Today the Federal government has announced that it will aim to cut carbon emissions by 26-28% of 2005 levels by 2030. With Julie Bishop heading to the COP21 Paris climate talks at the end of 2015, we will soon know what the rest of the world makes of this. Both Bishop and her colleague, Environment Minister Greg Hunt, have pushed for higher emissions cuts within party discussions, but whether they will be heard is yet to be seen.

Professor Tim Flannery is concerned that other world leaders at the Paris climate talks won’t look favourably upon this target, saying that an emissions reduction target of 40 per cent on 2000 levels by 2030 is the bare minimum, and that this target is far below that. There is fear that Australia is lagging behind on climate policy, unaware of the fact that we now exist in a global community. Not to mention the fact that, as a relatively wealthy nation, and the highest per-capita emitter in the OECD, many of our neighboring countries might perceive that we have a responsibility to take on more of the brunt of this global effort. For instance, analogous economies, such as the United States and Canada have out-done us (albeit still not meeting the Flannery standard): the US aims to cut emissions by 26-28% by 2025, while Canada aims for 30% by 2030.

Further consideration into the government’s climate policy exposes a couple of interesting contradictions. Firstly: their preoccupation with international relations and national security. Maybe we can afford to let the sea level rise a metre or so (for now), but our neighbours certainly cannot. Within 24 hours of the announcement, the Republic of the Marshall Islands’ Ministry of Foreign Affairs Minister, the Honorable Tony de Brum, responded to Australia’s targets, stating that Abbott’s attempt to ignore climate change will send a serious shudder through the Pacific and raise concern among its closest allies, including the United States and Europe. De Brum’s comment warns of a changed perception towards Australia. Our Pacific neighbours are noticing us, and we aren’t looking too good.

Aside from actual loss of land due to rising sea levels, the impact of such changes would exponentially reduce the percentage of arable land in nearby nations by increasing the salinity of soils, thus placing pressure on resource availability.

At the USAsia lecture, Climate Change and its Geopolitical Implications in Asia and the Pacific, held at UWA earlier this year, H.E. Dr Ta Ngoc Tan led a delegation of Vietnamese professors in discussion. These professors referred to climate change as a matter of national security for Vietnam, explaining that a metre of sea level rise would reduce the arable land for rice farming in Vietnam by 2.6 million hectares. Even at a rise of only 50cm, flooding will affect 70% of the Mekong River Delta, where over half of Vietnam’s rice supply has been grown since 1997. Already great floods in Vietnam have resulted in huge environmental damage to UNESCO-listed Ha Long Bay. Perhaps if the government really is so preoccupied with national security, it should have a chat with Dr Ta Ngoc Tan about the climate.

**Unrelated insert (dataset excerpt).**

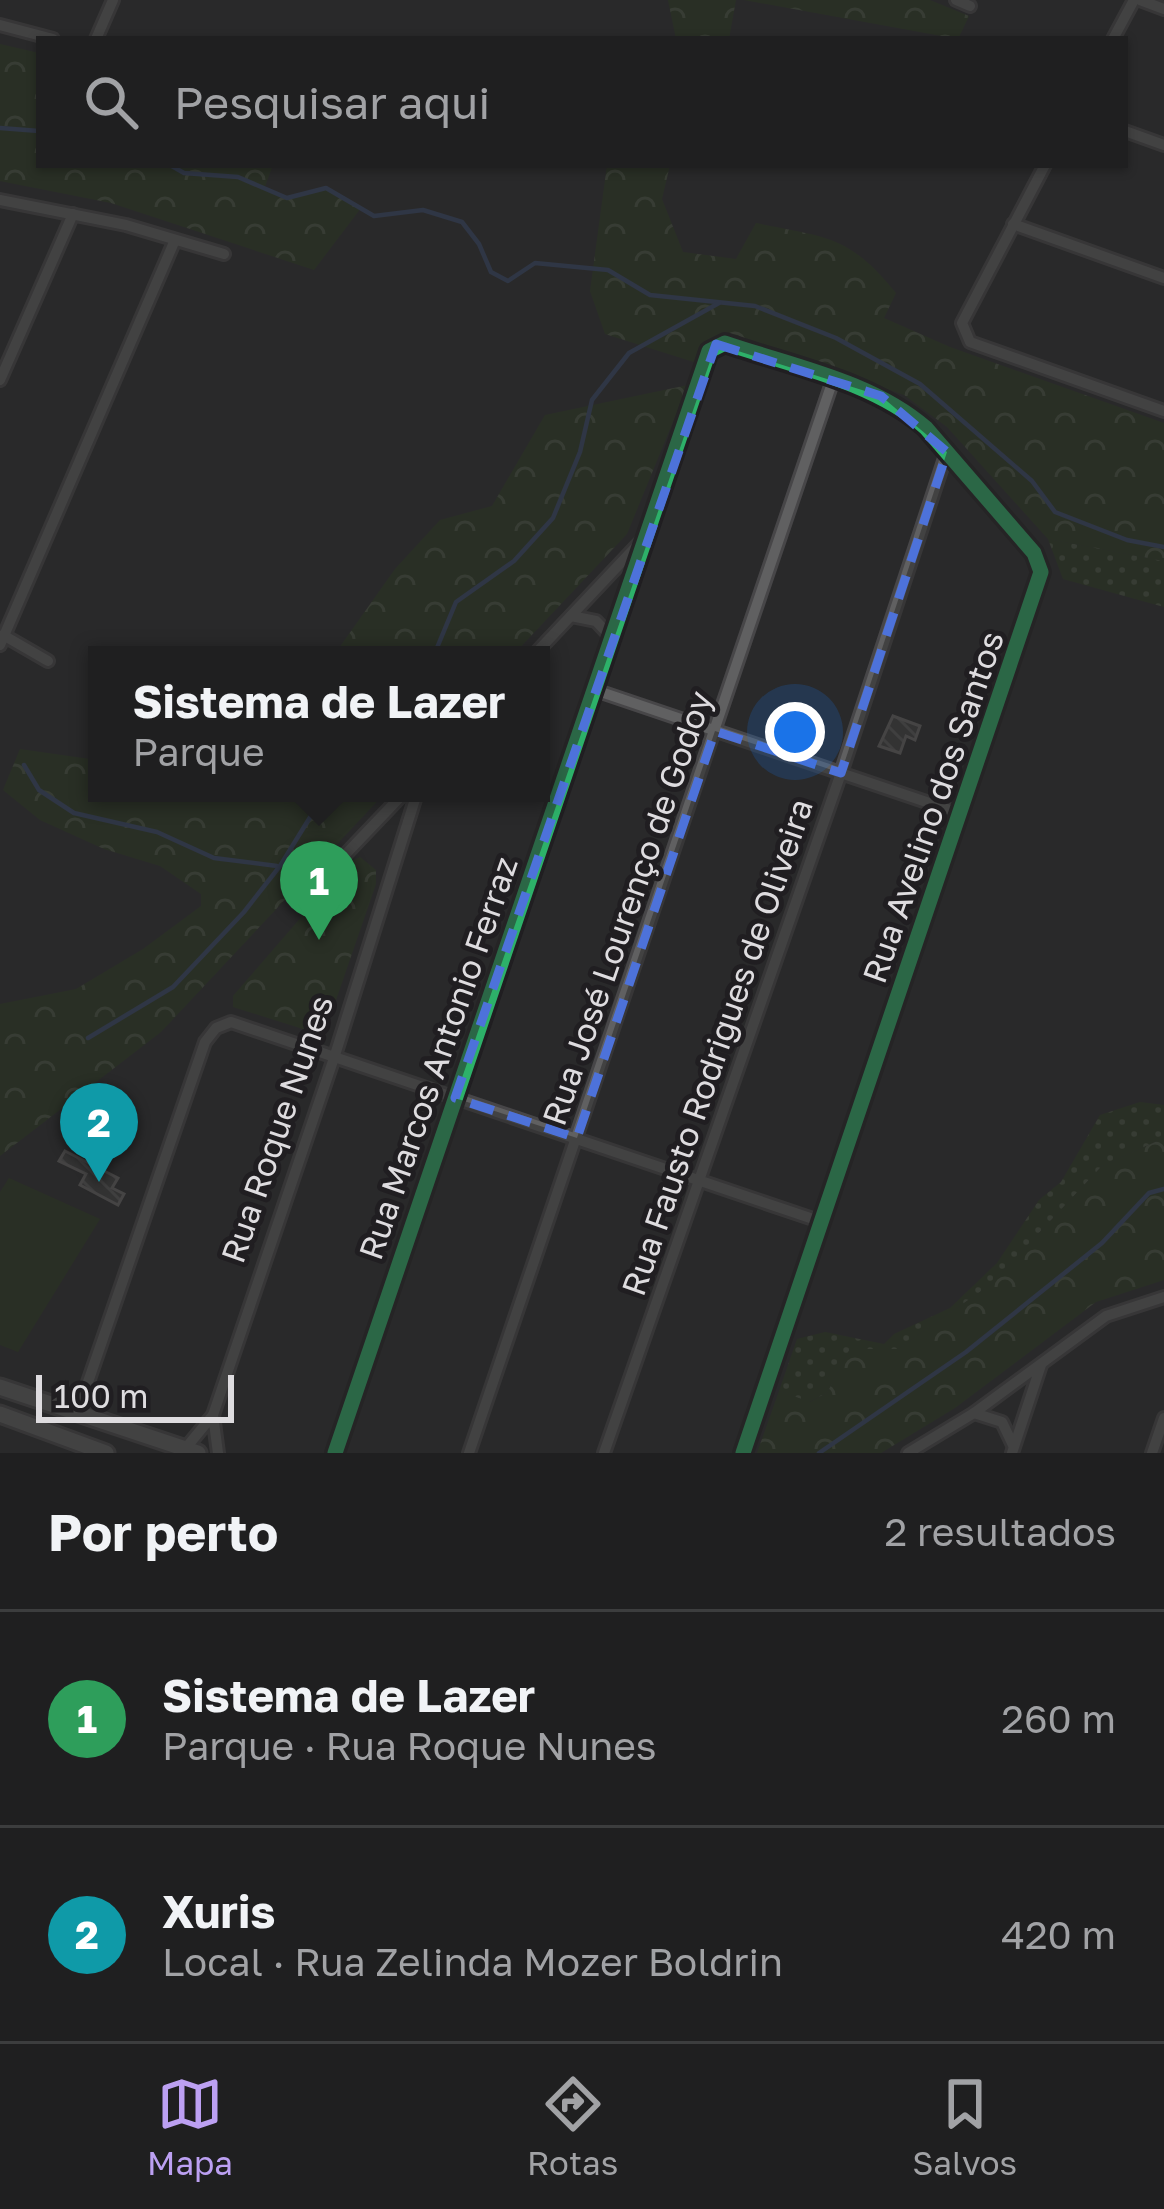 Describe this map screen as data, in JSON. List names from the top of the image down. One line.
{"streets":{"street":["Rua Avelino dos Santos","Rua José Lourenço de Godoy","Rua Fausto Rodrigues de Oliveira","Rua Marcos Antonio Ferraz","Rua Roque Nunes"]},"crossings":[["Rua Avelino dos Santos","Rua José Lourenço de Godoy"],["Rua Avelino dos Santos","Rua Fausto Rodrigues de Oliveira"],["Rua Avelino dos Santos","Rua Marcos Antonio Ferraz"]],"scale_bar":"100 m","page":{"search":"Pesquisar aqui","popup":["Sistema de Lazer","Parque"],"pins":["1","2"],"scale":"100 m","heading":["Por perto","2 resultados"],"list":[{"mark":"1","name":"Sistema de Lazer","note":"Parque · Rua Roque Nunes","value":"260 m"},{"mark":"2","name":"Xuris","note":"Local · Rua Zelinda Mozer Boldrin","value":"420 m"}],"nav":["Mapa","Rotas","Salvos"]}}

Another contradiction in our government’s climate policy regards its revulsion towards “boat people”. Many refugees have already become dislocated due to the pressure climate change places on top of other cumulative factors. 28% of the total global population live in low-elevation coastal zones in China, Japan and Korea, where flooding from rising sea levels is now a high risk. A further 2 million poor people live in rural situations on the low-lying river megadeltas of South and Southeast Asia, which scientists predict will be completely inundated by the rising sea level before 2050. With Australia’s policy on asylum seekers already causing problems, not only is our government’s attitude towards climate change damaging factor our relationship with neighbouring countries, but it is also out of sync with its supposed desire to reduce the number of refugees in the Pacific.

When we look back on this decision as a nation, it will be with shame. We will be ashamed that we voted in a government who refuses to embrace new, sustainable technologies, which, as a wealthy Western nation, and one of the least-affected by the GFC, we are very capable of doing. The shame will be furthered by their stubborn decision to do as little as possible to help the countries that surround us, who buy our crops and who host our travellers.

As de Brum stated today, the emerging economies of the Asia Pacific look to Australia as a sign of the industrialised world’s commitment to take the lead in decarbonising the world economy. If we want to maintain our international reputation, something big needs to change. If the government wants to prioritise national security, foreign relations, and a reduction of the number of refugees arriving on our shores, something big needs to change. Perhaps someday soon we might even need to meet the Flannery standard.